Al igual que una planta se marchita ante la carencia de líquido y el exceso de sol, así nuestro cuerpo comienza a dar claras señales ante la falta de agua en el organismo. Y es que, aunque se dice que para evitar problemas de salud y mantener una hidratación óptima es fundamental beber entre 6 o 8 vasos de agua al día, en realidad esto es relativo porque podemos obtenerla también a través de frutas y verduras. El agua desempeña un papel vital en la salud al intervenir en las funciones de todos los órganos, pues su absorción en el cuerpo optimiza la circulación, mejora el proceso de oxigenación celular y ayuda a mantener los tejidos en buenas condiciones. Es esencial para los procesos de desintoxicación que cumplen los sistemas excretores del cuerpo, ya que se une con los desechos para facilitar su eliminación. Sin embargo, muchos no consumen las cantidades adecuadas y, como consecuencia, el organismo debe multiplicar sus esfuerzos para cumplir con sus labores. Poco a poco la deshidratación se manifiesta con síntomas que pueden afectar la calidad de vida, por lo cual es primordial saber reconocer sus señales y, tras identificarlas, incrementar la ingesta de líquidos lo antes posible.

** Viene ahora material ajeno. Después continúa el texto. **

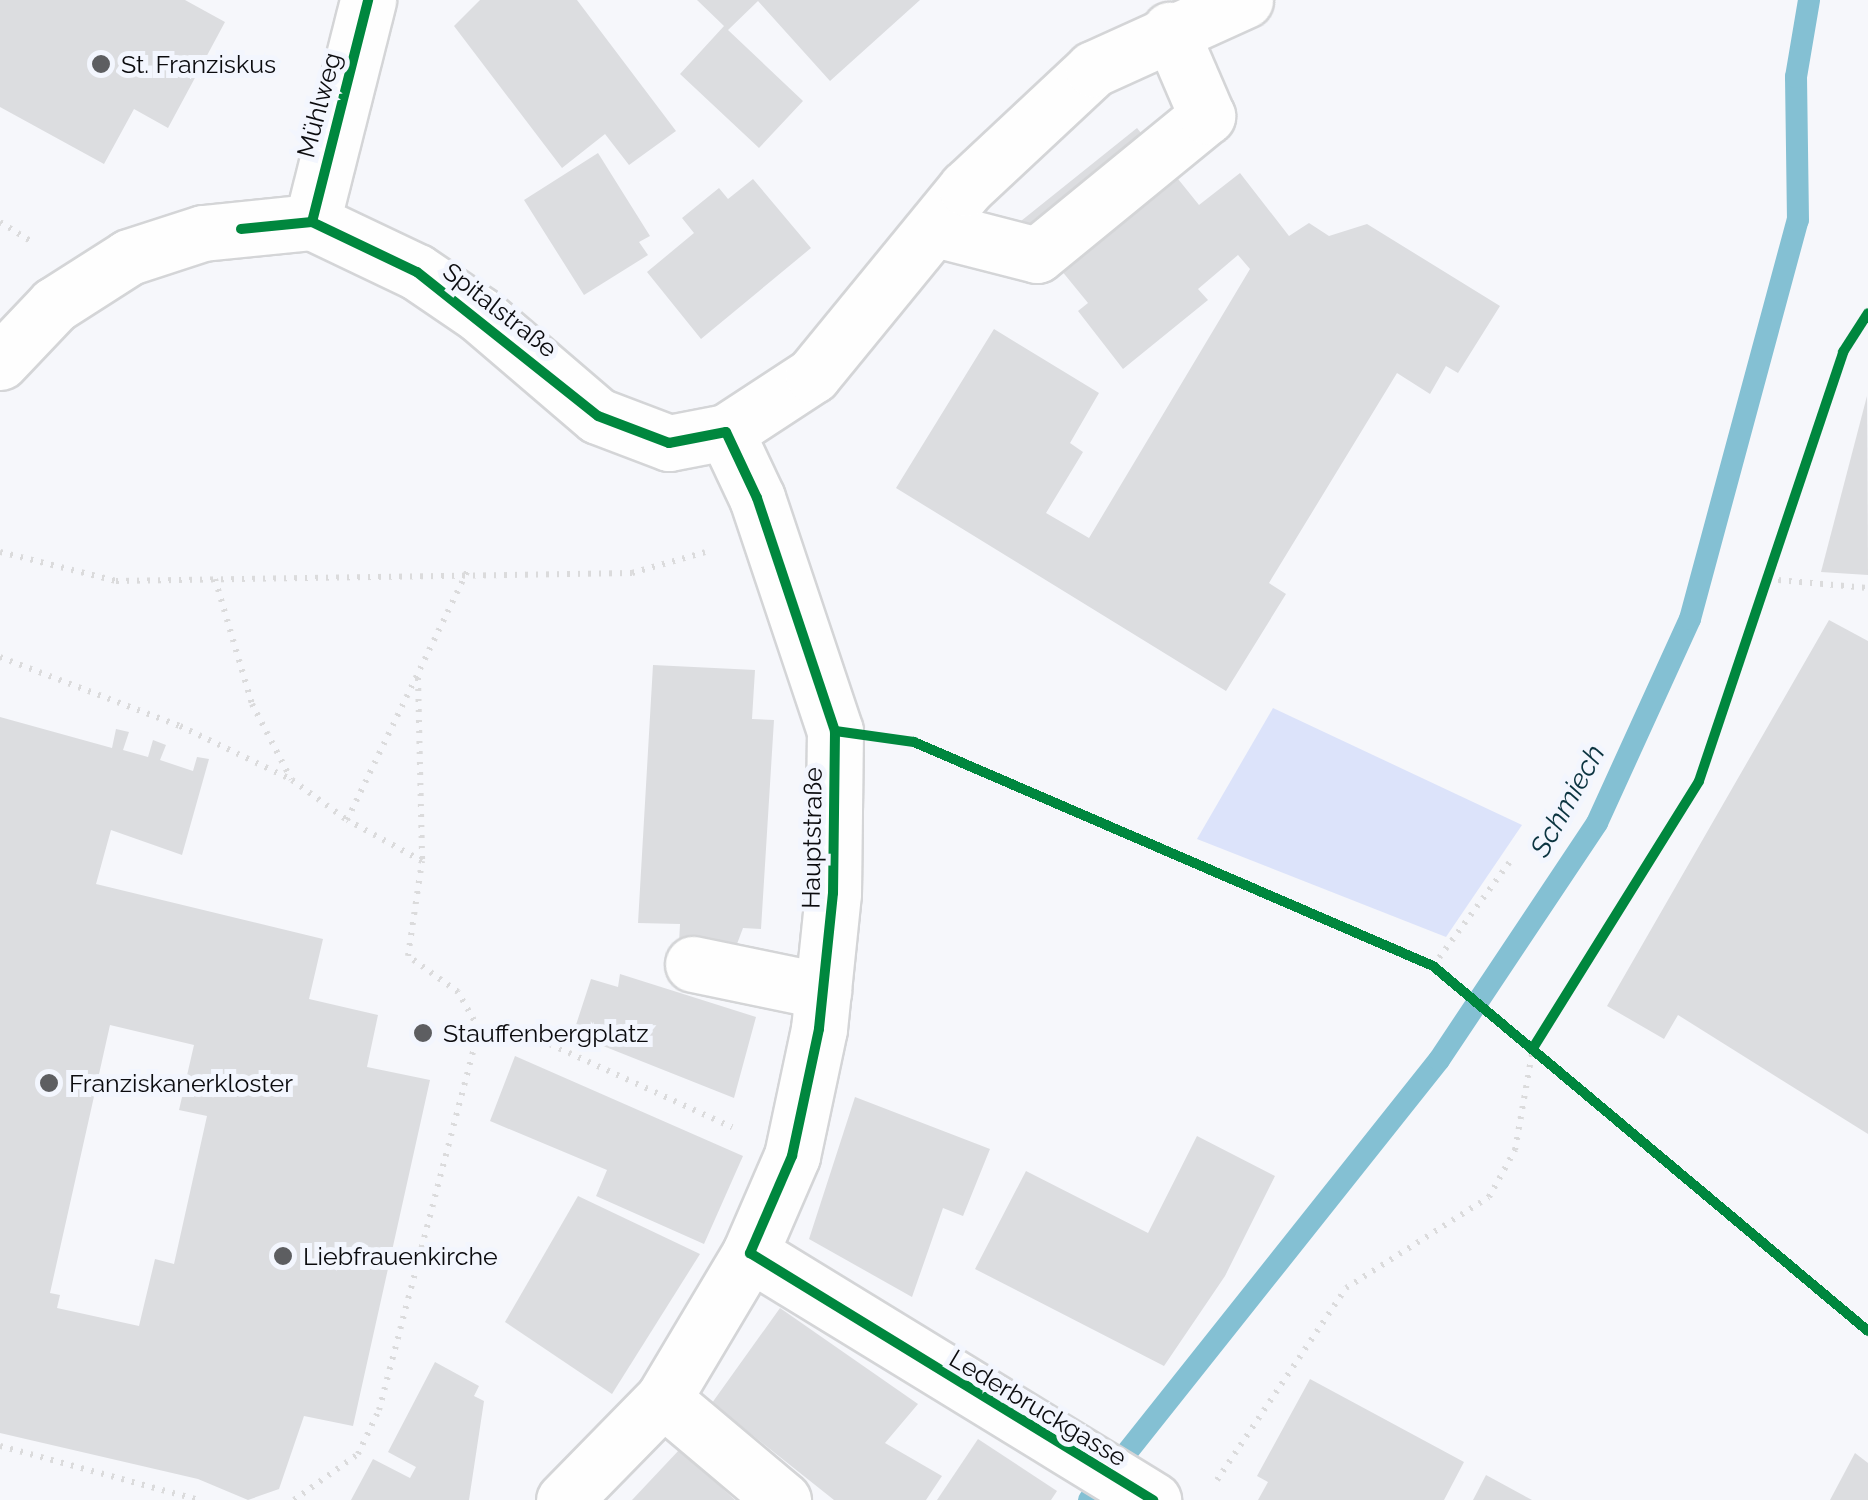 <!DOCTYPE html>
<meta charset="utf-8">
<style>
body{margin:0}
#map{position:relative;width:1868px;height:1500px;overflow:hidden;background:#f6f7fb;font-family:Raleway,sans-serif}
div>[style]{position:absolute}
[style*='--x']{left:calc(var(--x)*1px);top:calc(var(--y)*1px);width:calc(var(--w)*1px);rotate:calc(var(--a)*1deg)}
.green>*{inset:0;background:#dce3fa}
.stream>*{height:22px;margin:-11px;padding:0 11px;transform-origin:11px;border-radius:11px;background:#84c0d3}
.building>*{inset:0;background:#dcdde0}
.path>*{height:6px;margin-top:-3px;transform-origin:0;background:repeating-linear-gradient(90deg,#dbdbdc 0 2.5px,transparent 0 10.5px)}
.roads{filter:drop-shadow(2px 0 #d4d5d7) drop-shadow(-2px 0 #d4d5d7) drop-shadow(0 2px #d4d5d7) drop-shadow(0 -2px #d4d5d7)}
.minor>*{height:55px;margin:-27.5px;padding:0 27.5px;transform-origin:27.5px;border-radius:27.5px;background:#fefefe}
.cycleway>*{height:10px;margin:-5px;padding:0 5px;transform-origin:5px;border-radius:5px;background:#00873e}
.dots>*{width:28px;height:28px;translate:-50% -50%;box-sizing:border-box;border:5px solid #f3f6fe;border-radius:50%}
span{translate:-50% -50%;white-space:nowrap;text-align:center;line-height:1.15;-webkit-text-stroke:10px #f3f6fe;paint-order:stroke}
.poi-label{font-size:25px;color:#0b0b0e}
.left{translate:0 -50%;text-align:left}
.street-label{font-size:25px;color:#0b0b0e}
.water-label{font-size:28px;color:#0b3440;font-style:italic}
</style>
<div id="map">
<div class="green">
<i style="clip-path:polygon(1273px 708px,1522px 825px,1446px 937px,1197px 839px)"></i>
</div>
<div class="stream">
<i style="--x:1089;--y:1500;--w:562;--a:-51.5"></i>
<i style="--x:1439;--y:1060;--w:285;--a:-56.3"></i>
<i style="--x:1597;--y:823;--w:224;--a:-65.5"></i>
<i style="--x:1690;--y:619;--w:413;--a:-74.9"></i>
<i style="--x:1798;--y:220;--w:143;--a:-90.8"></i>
<i style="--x:1796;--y:77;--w:78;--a:-80.4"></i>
</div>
<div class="building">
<i style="clip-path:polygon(0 0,185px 0,225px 22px,168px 128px,134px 109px,104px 164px,0 107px)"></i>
<i style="clip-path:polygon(480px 0,577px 0,676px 131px,629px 165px,605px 134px,562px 168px,454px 26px)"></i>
<i style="clip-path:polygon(697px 0,920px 0,830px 81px,758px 1px,728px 30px,803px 101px,759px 148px,680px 74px,724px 26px)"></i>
<i style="clip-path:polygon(1137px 128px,1199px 205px,1240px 173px,1289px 236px,1309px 223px,1329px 236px,1367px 224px,1500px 306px,1458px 373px,1446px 366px,1430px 394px,1397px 373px,1269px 583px,1286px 594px,1226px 691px,896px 488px,994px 329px,1099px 393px,1070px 443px,1083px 452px,1046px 513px,1089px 538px,1250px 269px,1238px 255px,1198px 289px,1208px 300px,1123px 369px,1078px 311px,1088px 303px,1021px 221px)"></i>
<i style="clip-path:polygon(598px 153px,650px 236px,639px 242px,648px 255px,584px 295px,524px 200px)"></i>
<i style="clip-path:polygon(753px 179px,811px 248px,701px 339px,647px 272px,694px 233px,682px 218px,719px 188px,728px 199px)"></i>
<i style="clip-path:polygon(1867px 396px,1868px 575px,1821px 572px)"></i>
<i style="clip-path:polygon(1829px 620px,1868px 641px,1868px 1134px,1678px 1015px,1664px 1039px,1607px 1006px)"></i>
<i style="clip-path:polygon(653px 665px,755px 670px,752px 719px,774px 720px,761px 929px,743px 928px,734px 952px,679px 943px,680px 924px,638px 923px)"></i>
<i style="clip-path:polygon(evenodd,0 717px,112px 748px,116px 729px,129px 732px,123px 750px,148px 757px,153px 740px,166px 745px,160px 760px,193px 771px,197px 757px,209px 759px,182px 855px,111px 830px,96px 884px,323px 939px,309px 999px,378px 1015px,367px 1067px,430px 1080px,353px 1426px,304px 1416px,279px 1489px,248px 1500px,198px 1479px,0 1433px,0 717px,110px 1025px,194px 1045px,179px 1110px,207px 1116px,174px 1264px,155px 1259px,139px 1326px,57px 1308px,60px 1295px,50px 1293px,110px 1025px)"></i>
<i style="clip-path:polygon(620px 974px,756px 1017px,734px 1098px,573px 1034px,591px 979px,618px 987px)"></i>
<i style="clip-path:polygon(515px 1056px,743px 1156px,704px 1244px,596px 1196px,607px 1170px,490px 1121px)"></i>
<i style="clip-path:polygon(855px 1097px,990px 1149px,963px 1216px,943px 1208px,912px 1297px,809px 1239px)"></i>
<i style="clip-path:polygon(1197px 1136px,1275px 1176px,1225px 1276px,1164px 1366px,975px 1269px,1026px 1171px,1148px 1233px)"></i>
<i style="clip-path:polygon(578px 1196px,700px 1254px,612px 1394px,505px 1322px)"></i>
<i style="clip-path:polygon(780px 1308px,918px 1404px,885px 1443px,942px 1476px,926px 1500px,834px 1500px,712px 1403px)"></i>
<i style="clip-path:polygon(435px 1362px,479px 1386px,474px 1396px,484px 1401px,469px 1500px,351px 1500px,373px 1459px,410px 1478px,416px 1467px,388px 1452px)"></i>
<i style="clip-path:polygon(1310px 1379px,1464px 1462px,1444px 1500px,1258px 1500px,1268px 1482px,1257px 1476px)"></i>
<i style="clip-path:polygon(978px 1439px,1057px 1491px,1051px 1500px,937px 1500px)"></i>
<i style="clip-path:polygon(680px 1449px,735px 1500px,632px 1500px)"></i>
<i style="clip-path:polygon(1855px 1453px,1868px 1463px,1868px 1500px,1830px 1500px)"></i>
<i style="clip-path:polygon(1486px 1475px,1532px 1500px,1473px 1500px)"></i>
</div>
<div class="path">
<i style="--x:0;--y:222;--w:38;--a:32"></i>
<i style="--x:0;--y:552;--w:120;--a:14"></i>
<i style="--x:116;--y:581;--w:516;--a:-0.89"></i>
<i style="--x:632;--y:573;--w:76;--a:-16"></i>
<i style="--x:215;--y:579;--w:130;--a:73.5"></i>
<i style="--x:252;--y:704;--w:85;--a:62.5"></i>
<i style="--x:1768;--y:579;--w:100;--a:5.1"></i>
<i style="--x:0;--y:657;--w:193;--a:21"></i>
<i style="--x:180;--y:726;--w:124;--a:25.7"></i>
<i style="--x:292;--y:780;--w:68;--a:36"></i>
<i style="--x:418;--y:678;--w:183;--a:88.7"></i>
<i style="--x:1433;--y:966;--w:133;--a:-53.6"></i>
<i style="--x:479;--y:1029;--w:42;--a:2.7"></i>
<i style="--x:521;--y:1031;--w:232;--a:24.5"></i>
<i style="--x:0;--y:1446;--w:206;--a:15.2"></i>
<i style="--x:1217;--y:1480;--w:231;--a:-56.1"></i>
<i style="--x:1346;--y:1288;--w:169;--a:-32.5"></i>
<i style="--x:1489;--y:1197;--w:54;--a:-61"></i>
<i style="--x:1515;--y:1150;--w:104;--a:-80"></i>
<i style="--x:294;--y:1500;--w:79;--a:-35.7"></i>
<i style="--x:358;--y:1454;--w:49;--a:-64.5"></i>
<i style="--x:379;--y:1410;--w:394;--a:-75.3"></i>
<i style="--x:479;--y:1029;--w:43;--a:-119.6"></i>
<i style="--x:458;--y:992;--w:62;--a:-144.2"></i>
<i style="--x:408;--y:956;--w:96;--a:-81.6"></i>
<i style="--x:422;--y:861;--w:85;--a:-151.3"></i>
<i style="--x:347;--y:820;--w:276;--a:-64.2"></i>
</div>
<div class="roads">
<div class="minor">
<i style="--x:312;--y:222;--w:229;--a:-75.8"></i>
<i style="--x:936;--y:229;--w:104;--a:14.4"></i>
<i style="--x:1037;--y:255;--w:220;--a:-39.3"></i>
<i style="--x:1207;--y:116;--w:94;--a:-113.3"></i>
<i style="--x:0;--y:362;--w:79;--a:-46.5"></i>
<i style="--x:54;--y:305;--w:89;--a:-32.6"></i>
<i style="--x:129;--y:257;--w:78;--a:-18"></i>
<i style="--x:203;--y:233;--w:110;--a:-5.8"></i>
<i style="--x:312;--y:222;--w:116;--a:25.5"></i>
<i style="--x:417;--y:272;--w:76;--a:34.3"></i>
<i style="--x:480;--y:315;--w:155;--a:40.6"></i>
<i style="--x:598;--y:416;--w:76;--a:20.8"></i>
<i style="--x:669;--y:443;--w:58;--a:-10.9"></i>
<i style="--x:726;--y:432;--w:104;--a:-33.2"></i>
<i style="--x:813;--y:375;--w:242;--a:-50.7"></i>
<i style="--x:966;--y:188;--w:174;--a:-43.1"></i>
<i style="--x:1093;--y:69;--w:167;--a:-24.4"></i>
<i style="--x:693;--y:964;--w:133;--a:11.7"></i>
<i style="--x:750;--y:1253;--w:473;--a:31.5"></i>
<i style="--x:663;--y:1399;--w:157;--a:40.1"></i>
<i style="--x:564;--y:1500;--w:141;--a:-45.6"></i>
<i style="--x:663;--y:1399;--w:170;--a:-59.2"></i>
<i style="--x:750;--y:1253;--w:106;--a:-66.6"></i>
<i style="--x:792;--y:1156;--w:130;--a:-78"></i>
<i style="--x:819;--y:1029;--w:137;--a:-84.1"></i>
<i style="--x:833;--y:893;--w:162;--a:-89.3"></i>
<i style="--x:835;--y:731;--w:246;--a:-108.5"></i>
<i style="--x:757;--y:498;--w:73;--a:-115.2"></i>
</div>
</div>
<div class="cycleway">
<i style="--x:312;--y:222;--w:229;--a:-75.8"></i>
<i style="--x:241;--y:229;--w:71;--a:-5.6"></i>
<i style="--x:312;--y:222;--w:116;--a:25.5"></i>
<i style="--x:417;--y:272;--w:231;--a:38.5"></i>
<i style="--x:598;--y:416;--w:76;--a:20.8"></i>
<i style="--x:669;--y:443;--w:58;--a:-10.9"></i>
<i style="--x:726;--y:432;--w:73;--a:64.8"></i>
<i style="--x:757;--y:498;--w:246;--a:71.5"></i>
<i style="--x:835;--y:731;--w:162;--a:90.7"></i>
<i style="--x:833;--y:893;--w:137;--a:95.9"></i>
<i style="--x:819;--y:1029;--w:130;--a:102"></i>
<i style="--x:792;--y:1156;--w:106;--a:113.4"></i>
<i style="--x:750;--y:1253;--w:473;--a:31.5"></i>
<i style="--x:835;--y:731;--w:80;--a:7.9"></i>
<i style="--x:914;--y:742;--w:565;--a:23.34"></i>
<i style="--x:1433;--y:966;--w:568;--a:40"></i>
<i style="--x:1533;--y:1048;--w:314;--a:-58.1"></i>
<i style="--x:1699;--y:781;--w:453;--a:-71.4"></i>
<i style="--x:1843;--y:352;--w:46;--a:-57.3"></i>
</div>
<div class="dots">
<i style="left:101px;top:64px;background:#5d5e61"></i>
<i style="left:423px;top:1033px;background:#5d5e61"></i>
<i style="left:49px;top:1083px;background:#5d5e61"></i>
<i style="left:283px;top:1256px;background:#5d5e61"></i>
</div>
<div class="poi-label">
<span class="left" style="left:121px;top:64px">St. Franziskus</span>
<span class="left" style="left:443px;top:1033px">Stauffenbergplatz</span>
<span class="left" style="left:69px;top:1083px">Franziskanerkloster</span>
<span class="left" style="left:303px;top:1256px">Liebfrauenkirche</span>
</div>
<div class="street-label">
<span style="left:319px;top:105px;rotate:-75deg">Mühlweg</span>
<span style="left:500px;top:310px;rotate:38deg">Spitalstraße</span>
<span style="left:812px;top:838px;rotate:-89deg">Hauptstraße</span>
<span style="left:1038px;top:1408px;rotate:31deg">Lederbruckgasse</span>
</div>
<div class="water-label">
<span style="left:1568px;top:801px;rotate:-61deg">Schmiech</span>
</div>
</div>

Resequedad: El aspecto seco y opaco que adquiere la piel es considerado una de las primeras señales de deshidratación, ya que la falta de líquido es una causa principal. El agua participa en el transporte correcto de la sangre a través de las venas, lo cual es clave para mantener una óptima producción de aceites en la piel.
Lengua y boca secas: La insuficiencia de líquidos en el organismo puede provocar la sequedad de la lengua y la boca, reduciendo la producción de saliva, algo que suele manifestarse con una constante sensación de sed que, por lo general, se mitiga al ingerir agua en su estado natural.
Bolsas y ojeras: Otra de las consecuencias estéticas del poco consumo de agua diaria son las ojeras y bolsas que se forman en el contorno de los ojos producidas porque la deshidratación genera retención de líquidos e inflamación.
Dolor muscular: Los músculos necesitan mantenerse hidratados para conservarse fuertes y libres de inflamación y el equilibrio de electrolitos requiere de suficiente agua.
Migrañas: Los dolores de cabeza fuertes, como los característicos de las migrañas, tienen mucho que ver con la falta de agua en el organismo, porque la deshidratación afecta la capacidad para oxigenar las células y transportar los nutrientes, incrementando el estrés y la tensión en el cráneo.